### EXERCISE REQUIREMENTS
Search the material for the word "translate" and report each line where it turns up.

-- Opening Marker --

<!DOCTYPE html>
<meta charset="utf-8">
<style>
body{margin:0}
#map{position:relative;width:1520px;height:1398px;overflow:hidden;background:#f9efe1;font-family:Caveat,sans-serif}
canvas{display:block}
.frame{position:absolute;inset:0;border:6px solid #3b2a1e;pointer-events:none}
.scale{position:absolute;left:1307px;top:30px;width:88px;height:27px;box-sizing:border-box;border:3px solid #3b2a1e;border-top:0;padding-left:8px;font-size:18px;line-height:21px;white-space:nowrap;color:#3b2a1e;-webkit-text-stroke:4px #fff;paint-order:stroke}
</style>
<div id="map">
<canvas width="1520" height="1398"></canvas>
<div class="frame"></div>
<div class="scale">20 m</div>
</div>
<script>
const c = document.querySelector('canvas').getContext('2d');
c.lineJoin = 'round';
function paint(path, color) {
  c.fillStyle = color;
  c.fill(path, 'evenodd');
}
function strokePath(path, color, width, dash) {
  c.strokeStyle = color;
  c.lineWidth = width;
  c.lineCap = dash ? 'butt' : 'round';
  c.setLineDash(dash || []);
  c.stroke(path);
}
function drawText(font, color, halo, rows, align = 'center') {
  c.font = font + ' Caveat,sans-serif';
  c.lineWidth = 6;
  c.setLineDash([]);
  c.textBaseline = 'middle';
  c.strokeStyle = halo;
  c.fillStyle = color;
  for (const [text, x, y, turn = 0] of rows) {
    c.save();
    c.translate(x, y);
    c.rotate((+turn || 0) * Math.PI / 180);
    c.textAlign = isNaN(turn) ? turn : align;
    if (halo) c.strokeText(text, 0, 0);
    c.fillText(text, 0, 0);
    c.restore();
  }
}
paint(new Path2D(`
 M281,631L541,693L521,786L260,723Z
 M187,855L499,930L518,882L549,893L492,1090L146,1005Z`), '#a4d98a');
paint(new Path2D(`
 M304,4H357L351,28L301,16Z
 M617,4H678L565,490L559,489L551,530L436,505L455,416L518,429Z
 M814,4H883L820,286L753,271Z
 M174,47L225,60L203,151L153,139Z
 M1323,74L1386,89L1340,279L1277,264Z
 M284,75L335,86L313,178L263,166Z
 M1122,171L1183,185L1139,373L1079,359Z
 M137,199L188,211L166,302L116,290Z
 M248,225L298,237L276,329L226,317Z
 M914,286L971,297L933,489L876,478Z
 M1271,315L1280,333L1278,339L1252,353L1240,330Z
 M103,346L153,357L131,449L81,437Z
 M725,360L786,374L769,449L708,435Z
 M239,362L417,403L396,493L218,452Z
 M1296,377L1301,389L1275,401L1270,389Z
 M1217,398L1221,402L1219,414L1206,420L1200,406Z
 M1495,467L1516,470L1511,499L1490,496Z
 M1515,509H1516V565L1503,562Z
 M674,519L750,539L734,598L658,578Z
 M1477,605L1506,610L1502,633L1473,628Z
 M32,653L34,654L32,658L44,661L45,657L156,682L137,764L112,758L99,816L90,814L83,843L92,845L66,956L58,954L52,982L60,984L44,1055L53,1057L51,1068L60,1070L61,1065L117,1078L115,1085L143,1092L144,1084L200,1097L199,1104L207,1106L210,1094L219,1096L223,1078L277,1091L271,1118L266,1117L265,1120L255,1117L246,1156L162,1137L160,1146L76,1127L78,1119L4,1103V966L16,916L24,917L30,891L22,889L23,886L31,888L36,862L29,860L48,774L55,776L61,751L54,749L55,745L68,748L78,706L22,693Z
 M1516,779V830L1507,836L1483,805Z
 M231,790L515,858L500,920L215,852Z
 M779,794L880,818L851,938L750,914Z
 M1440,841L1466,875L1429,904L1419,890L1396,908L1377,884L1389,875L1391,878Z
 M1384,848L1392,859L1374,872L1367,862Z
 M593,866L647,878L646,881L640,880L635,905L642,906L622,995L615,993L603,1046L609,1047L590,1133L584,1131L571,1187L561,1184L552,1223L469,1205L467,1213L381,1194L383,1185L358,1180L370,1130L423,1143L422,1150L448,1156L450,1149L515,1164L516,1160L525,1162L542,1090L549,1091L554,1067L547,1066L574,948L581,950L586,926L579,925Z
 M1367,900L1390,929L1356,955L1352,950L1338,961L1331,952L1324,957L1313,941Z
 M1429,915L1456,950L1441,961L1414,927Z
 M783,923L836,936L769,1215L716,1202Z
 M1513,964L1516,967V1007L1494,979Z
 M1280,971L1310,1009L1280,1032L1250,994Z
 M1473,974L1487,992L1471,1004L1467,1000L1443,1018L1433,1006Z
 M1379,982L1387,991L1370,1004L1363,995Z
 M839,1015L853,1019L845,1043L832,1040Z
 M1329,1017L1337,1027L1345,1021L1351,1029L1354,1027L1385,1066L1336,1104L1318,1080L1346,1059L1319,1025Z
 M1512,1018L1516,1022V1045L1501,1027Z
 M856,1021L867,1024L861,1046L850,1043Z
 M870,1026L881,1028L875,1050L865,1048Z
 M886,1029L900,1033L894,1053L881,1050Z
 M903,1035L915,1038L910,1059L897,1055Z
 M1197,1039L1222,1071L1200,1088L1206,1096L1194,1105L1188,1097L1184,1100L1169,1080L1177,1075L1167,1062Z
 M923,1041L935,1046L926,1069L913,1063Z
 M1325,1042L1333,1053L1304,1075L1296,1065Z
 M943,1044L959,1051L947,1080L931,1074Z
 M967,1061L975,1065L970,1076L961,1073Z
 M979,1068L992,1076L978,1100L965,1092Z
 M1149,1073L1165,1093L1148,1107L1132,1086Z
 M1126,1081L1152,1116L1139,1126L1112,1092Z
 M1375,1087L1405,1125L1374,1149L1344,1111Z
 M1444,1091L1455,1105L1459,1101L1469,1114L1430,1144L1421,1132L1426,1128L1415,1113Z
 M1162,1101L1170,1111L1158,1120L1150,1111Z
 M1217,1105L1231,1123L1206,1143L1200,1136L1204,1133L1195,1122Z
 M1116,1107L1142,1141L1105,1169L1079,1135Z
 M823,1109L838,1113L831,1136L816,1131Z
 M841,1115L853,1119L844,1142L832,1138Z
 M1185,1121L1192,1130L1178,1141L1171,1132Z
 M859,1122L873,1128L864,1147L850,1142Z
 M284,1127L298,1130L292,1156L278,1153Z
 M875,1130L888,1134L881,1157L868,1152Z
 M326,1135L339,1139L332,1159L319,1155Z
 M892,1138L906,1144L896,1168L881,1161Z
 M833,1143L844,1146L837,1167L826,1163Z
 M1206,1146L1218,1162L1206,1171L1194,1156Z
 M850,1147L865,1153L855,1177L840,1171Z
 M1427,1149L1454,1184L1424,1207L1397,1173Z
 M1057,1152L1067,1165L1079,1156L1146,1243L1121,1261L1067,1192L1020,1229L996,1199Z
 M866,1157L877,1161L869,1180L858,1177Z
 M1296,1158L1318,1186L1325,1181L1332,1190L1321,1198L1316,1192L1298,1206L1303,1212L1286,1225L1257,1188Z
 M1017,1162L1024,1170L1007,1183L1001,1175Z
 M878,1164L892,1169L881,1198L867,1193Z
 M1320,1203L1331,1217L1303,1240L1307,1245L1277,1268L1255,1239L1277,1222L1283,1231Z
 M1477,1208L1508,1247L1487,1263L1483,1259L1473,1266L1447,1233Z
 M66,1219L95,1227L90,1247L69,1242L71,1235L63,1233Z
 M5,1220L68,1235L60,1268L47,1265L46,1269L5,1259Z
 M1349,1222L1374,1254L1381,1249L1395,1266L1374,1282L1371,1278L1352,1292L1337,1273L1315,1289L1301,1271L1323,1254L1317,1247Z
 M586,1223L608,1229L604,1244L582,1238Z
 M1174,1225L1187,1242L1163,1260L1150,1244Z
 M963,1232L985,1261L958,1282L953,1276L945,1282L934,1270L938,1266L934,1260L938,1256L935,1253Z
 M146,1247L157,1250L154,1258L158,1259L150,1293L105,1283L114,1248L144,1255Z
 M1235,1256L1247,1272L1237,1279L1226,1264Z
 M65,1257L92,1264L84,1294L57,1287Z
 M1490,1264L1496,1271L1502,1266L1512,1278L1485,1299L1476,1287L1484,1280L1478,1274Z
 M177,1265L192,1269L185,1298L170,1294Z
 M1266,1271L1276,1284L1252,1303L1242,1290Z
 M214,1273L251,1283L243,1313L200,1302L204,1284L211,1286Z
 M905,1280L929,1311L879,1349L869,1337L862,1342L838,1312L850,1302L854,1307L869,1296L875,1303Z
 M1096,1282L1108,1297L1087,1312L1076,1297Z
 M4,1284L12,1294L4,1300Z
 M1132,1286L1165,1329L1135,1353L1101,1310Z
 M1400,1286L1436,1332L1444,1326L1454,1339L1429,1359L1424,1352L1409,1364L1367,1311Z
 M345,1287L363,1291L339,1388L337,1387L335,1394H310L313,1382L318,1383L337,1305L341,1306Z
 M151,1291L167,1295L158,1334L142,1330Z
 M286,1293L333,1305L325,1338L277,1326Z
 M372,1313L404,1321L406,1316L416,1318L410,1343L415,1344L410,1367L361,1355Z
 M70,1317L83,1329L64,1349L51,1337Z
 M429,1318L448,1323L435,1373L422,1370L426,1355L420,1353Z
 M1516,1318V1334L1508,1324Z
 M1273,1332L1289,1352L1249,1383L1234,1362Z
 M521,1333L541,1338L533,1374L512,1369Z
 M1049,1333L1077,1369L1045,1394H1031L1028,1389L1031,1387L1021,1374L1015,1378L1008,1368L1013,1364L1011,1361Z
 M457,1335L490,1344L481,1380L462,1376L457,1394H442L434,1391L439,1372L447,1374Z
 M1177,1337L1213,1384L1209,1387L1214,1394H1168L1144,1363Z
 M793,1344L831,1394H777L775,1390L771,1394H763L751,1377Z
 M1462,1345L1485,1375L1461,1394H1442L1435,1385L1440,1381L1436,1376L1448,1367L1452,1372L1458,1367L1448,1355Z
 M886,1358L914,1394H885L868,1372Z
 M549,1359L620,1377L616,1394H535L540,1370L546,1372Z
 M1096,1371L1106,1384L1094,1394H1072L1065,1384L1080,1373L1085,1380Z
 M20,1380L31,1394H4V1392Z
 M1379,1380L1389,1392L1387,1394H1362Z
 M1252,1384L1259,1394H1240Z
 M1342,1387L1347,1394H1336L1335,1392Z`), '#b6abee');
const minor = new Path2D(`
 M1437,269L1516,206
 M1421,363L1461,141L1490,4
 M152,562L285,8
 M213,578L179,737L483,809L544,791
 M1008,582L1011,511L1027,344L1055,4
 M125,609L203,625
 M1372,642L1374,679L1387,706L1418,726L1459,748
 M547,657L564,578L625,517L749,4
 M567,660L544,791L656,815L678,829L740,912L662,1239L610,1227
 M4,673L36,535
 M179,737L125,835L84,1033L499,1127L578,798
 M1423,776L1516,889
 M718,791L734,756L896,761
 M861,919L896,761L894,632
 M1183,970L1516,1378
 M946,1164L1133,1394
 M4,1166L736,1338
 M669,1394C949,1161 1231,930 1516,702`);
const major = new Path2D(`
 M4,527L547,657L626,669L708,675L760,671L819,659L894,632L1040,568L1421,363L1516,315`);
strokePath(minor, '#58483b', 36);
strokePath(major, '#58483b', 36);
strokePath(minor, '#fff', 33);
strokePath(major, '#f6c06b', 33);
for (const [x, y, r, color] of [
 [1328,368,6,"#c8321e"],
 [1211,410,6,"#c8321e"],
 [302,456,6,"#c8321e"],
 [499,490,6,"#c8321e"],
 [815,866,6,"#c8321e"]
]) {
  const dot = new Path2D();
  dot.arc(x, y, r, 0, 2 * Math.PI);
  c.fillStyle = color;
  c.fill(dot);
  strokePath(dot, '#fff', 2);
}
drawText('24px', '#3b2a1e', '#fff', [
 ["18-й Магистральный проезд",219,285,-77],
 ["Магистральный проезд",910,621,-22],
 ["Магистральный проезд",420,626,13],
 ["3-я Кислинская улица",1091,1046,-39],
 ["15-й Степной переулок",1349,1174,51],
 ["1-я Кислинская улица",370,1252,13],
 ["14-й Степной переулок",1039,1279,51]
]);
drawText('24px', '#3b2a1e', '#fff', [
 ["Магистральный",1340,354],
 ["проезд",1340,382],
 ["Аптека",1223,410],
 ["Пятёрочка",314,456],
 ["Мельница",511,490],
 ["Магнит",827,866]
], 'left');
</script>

-- Closing Marker --
-- Opening Marker --

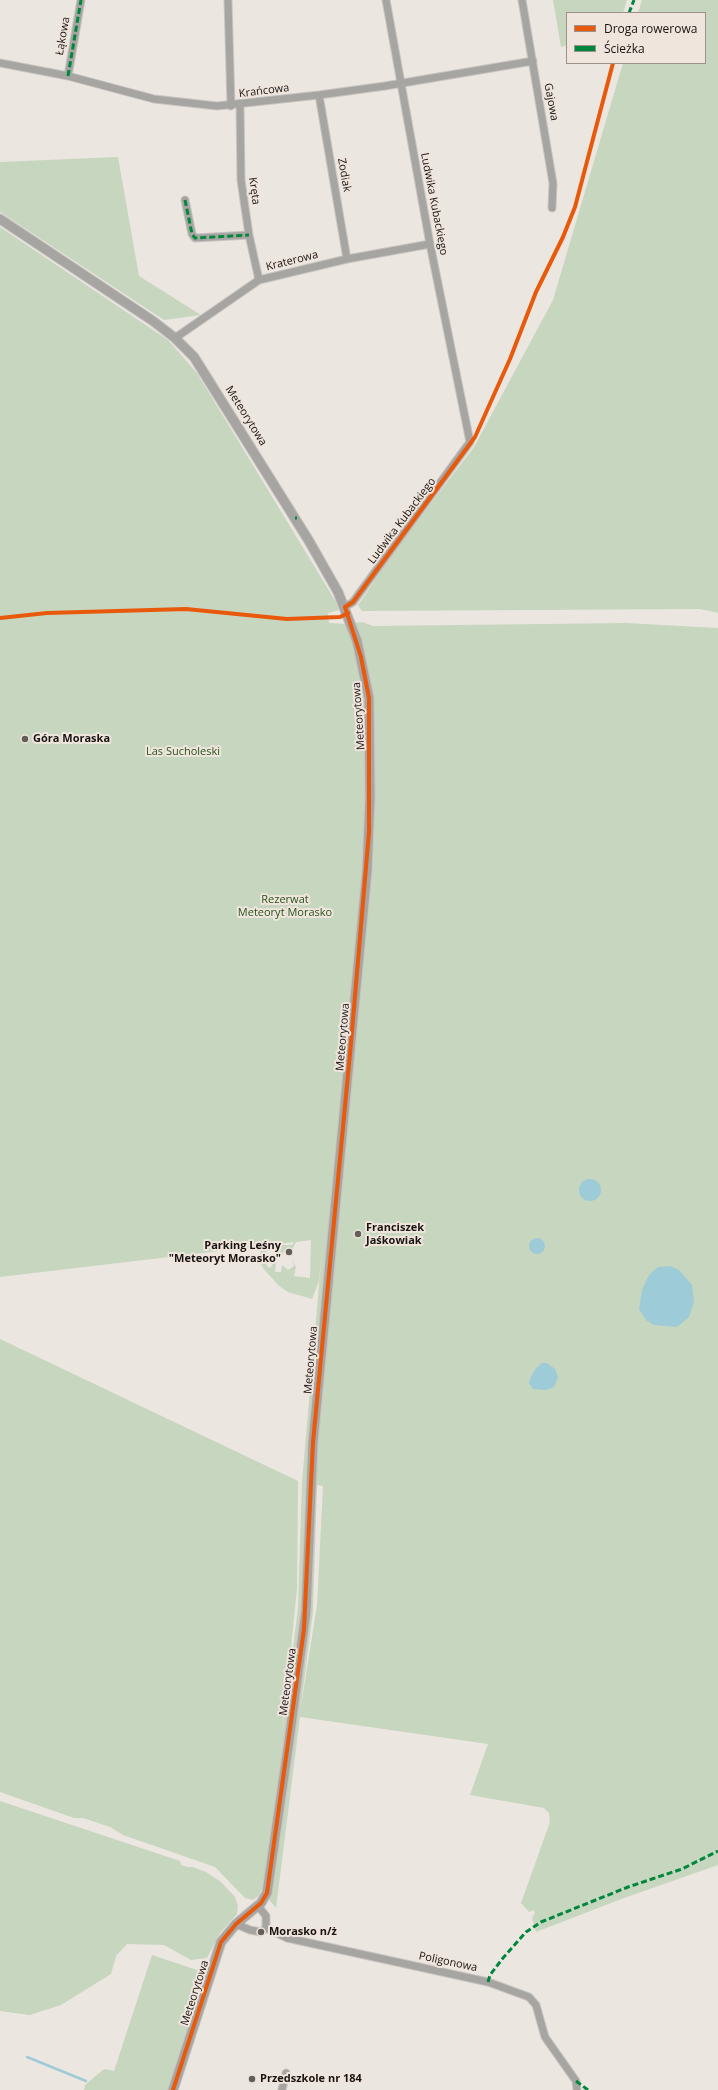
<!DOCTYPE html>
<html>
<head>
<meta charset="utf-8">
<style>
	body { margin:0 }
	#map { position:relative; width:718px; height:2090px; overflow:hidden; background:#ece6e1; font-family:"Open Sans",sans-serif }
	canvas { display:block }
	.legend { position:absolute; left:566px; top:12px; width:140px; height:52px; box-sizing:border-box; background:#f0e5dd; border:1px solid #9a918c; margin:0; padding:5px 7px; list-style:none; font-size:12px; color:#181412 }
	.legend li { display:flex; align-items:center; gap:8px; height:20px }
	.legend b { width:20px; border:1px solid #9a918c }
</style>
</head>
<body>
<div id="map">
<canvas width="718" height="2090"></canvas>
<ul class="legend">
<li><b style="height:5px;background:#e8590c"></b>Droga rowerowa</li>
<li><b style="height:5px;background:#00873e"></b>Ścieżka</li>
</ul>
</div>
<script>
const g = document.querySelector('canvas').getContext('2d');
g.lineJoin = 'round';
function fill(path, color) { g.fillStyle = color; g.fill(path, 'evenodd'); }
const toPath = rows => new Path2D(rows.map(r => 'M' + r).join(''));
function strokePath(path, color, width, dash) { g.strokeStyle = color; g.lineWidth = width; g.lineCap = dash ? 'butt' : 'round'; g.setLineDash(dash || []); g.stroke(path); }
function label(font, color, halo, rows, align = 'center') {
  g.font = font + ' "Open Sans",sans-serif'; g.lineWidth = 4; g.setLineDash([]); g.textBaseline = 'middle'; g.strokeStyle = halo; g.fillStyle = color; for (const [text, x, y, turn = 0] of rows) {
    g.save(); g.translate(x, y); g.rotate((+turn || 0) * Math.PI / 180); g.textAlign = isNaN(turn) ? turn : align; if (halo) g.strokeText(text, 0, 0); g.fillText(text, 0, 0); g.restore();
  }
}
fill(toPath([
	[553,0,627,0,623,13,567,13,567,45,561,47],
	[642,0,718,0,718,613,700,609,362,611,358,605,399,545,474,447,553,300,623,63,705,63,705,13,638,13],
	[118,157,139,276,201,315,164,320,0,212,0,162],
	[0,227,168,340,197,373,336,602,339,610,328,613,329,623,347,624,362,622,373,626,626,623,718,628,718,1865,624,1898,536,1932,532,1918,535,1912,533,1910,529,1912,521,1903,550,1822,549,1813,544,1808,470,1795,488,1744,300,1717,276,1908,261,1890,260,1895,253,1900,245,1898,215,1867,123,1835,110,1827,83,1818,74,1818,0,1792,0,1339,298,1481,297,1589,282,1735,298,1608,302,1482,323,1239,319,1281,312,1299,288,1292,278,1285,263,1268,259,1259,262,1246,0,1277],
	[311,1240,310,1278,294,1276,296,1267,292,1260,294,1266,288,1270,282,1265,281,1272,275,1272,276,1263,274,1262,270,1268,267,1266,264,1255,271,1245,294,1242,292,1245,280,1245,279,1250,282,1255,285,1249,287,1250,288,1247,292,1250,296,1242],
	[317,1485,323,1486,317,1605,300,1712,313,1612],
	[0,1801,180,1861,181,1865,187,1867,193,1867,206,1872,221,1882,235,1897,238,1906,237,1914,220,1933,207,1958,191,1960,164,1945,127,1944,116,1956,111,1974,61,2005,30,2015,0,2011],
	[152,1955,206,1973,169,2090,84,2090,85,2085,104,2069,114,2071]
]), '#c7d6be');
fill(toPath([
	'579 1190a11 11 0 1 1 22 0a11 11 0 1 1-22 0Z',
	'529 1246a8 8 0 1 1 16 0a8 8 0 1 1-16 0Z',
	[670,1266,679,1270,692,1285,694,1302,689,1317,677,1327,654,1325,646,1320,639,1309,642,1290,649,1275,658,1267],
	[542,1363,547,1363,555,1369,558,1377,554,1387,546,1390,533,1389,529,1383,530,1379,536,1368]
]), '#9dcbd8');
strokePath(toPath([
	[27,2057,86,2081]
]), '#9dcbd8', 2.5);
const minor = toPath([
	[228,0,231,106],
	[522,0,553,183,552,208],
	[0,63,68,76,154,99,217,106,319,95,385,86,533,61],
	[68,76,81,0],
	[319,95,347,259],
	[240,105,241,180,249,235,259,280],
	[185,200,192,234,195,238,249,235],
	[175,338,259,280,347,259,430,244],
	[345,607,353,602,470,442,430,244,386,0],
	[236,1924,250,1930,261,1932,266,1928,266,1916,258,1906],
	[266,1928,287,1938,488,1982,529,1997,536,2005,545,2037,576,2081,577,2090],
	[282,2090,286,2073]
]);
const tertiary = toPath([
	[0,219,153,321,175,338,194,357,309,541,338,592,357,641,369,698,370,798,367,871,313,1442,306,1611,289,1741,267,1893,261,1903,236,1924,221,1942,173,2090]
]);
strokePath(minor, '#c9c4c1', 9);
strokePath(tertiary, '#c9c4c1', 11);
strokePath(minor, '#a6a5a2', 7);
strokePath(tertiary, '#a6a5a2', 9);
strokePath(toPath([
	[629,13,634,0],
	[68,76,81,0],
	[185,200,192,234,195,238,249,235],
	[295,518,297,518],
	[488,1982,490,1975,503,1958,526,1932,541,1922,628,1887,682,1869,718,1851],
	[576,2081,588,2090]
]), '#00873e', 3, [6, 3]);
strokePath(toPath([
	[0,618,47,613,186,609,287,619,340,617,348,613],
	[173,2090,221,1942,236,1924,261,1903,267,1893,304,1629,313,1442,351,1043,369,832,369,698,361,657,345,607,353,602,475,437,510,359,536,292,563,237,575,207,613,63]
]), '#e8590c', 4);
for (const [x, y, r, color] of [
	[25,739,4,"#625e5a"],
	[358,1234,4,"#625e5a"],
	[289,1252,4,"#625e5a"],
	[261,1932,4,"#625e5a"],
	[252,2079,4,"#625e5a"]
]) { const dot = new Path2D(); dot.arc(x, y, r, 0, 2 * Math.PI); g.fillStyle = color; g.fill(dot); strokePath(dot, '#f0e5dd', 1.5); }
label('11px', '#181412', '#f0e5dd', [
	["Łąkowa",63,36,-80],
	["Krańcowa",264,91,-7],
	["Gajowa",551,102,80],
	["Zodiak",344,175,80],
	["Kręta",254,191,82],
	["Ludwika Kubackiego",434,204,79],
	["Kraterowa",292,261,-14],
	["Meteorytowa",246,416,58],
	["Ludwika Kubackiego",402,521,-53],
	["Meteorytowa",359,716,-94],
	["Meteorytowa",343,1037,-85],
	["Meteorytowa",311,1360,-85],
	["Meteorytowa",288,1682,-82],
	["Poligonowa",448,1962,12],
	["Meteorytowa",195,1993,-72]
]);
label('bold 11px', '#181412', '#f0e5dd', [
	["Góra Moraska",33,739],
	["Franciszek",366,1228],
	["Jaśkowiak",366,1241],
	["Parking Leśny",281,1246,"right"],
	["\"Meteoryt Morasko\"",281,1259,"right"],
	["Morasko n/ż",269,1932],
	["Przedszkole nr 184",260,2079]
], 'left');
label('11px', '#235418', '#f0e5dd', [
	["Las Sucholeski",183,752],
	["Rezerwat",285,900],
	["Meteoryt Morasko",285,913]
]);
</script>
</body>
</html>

-- Closing Marker --

### TASK ANSWER
    c.translate(x, y);
    g.save(); g.translate(x, y); g.rotate((+turn || 0) * Math.PI / 180); g.textAlign = isNaN(turn) ? turn : align; if (halo) g.strokeText(text, 0, 0); g.fillText(text, 0, 0); g.restore();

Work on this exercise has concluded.